[Opening Information shown section]

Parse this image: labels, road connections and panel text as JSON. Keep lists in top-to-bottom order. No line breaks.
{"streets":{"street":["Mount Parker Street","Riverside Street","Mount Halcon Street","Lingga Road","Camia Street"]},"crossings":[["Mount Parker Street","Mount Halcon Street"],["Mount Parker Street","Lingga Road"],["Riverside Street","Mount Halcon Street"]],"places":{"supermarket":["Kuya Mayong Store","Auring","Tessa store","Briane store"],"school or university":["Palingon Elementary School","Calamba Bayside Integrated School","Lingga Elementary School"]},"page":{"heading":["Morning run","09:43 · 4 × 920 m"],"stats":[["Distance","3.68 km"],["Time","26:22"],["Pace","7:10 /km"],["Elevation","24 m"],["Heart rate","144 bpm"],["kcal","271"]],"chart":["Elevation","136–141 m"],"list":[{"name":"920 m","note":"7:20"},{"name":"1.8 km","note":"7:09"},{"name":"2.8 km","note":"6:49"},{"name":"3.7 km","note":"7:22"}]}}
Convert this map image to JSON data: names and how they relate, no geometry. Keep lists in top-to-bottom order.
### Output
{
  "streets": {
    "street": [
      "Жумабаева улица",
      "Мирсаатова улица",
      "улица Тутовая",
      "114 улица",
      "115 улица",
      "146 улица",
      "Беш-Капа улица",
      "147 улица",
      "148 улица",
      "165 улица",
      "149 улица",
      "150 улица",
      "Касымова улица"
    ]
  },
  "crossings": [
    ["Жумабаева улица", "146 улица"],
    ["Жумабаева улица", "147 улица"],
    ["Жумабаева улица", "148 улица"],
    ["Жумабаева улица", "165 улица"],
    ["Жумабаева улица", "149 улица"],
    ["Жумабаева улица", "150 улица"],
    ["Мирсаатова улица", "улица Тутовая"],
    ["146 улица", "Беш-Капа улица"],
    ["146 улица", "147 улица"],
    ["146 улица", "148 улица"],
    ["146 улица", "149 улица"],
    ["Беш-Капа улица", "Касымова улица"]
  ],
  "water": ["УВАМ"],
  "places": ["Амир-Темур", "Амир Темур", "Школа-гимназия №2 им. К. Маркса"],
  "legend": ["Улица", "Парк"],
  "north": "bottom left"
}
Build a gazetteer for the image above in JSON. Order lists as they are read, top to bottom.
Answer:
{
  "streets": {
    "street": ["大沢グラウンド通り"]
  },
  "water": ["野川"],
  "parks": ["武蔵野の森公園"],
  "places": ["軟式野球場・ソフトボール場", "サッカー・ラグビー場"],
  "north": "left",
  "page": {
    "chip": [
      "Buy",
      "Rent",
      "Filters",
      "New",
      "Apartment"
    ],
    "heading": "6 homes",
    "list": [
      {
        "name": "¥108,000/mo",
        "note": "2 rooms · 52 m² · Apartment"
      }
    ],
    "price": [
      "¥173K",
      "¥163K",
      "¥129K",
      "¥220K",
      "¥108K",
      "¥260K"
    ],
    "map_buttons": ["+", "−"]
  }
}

[Closing Information shown section]

# What you need to do:
The answer should reproduce each entry above in full.

# Task answer:
Parse this image: labels, road connections and panel text as JSON. Keep lists in top-to-bottom order. No line breaks.
{"streets":{"street":["Mount Parker Street","Riverside Street","Mount Halcon Street","Lingga Road","Camia Street"]},"crossings":[["Mount Parker Street","Mount Halcon Street"],["Mount Parker Street","Lingga Road"],["Riverside Street","Mount Halcon Street"]],"places":{"supermarket":["Kuya Mayong Store","Auring","Tessa store","Briane store"],"school or university":["Palingon Elementary School","Calamba Bayside Integrated School","Lingga Elementary School"]},"page":{"heading":["Morning run","09:43 · 4 × 920 m"],"stats":[["Distance","3.68 km"],["Time","26:22"],["Pace","7:10 /km"],["Elevation","24 m"],["Heart rate","144 bpm"],["kcal","271"]],"chart":["Elevation","136–141 m"],"list":[{"name":"920 m","note":"7:20"},{"name":"1.8 km","note":"7:09"},{"name":"2.8 km","note":"6:49"},{"name":"3.7 km","note":"7:22"}]}}
Convert this map image to JSON data: names and how they relate, no geometry. Keep lists in top-to-bottom order.
### Output
{
  "streets": {
    "street": [
      "Жумабаева улица",
      "Мирсаатова улица",
      "улица Тутовая",
      "114 улица",
      "115 улица",
      "146 улица",
      "Беш-Капа улица",
      "147 улица",
      "148 улица",
      "165 улица",
      "149 улица",
      "150 улица",
      "Касымова улица"
    ]
  },
  "crossings": [
    ["Жумабаева улица", "146 улица"],
    ["Жумабаева улица", "147 улица"],
    ["Жумабаева улица", "148 улица"],
    ["Жумабаева улица", "165 улица"],
    ["Жумабаева улица", "149 улица"],
    ["Жумабаева улица", "150 улица"],
    ["Мирсаатова улица", "улица Тутовая"],
    ["146 улица", "Беш-Капа улица"],
    ["146 улица", "147 улица"],
    ["146 улица", "148 улица"],
    ["146 улица", "149 улица"],
    ["Беш-Капа улица", "Касымова улица"]
  ],
  "water": ["УВАМ"],
  "places": ["Амир-Темур", "Амир Темур", "Школа-гимназия №2 им. К. Маркса"],
  "legend": ["Улица", "Парк"],
  "north": "bottom left"
}
Build a gazetteer for the image above in JSON. Order lists as they are read, top to bottom.
Answer:
{
  "streets": {
    "street": ["大沢グラウンド通り"]
  },
  "water": ["野川"],
  "parks": ["武蔵野の森公園"],
  "places": ["軟式野球場・ソフトボール場", "サッカー・ラグビー場"],
  "north": "left",
  "page": {
    "chip": [
      "Buy",
      "Rent",
      "Filters",
      "New",
      "Apartment"
    ],
    "heading": "6 homes",
    "list": [
      {
        "name": "¥108,000/mo",
        "note": "2 rooms · 52 m² · Apartment"
      }
    ],
    "price": [
      "¥173K",
      "¥163K",
      "¥129K",
      "¥220K",
      "¥108K",
      "¥260K"
    ],
    "map_buttons": ["+", "−"]
  }
}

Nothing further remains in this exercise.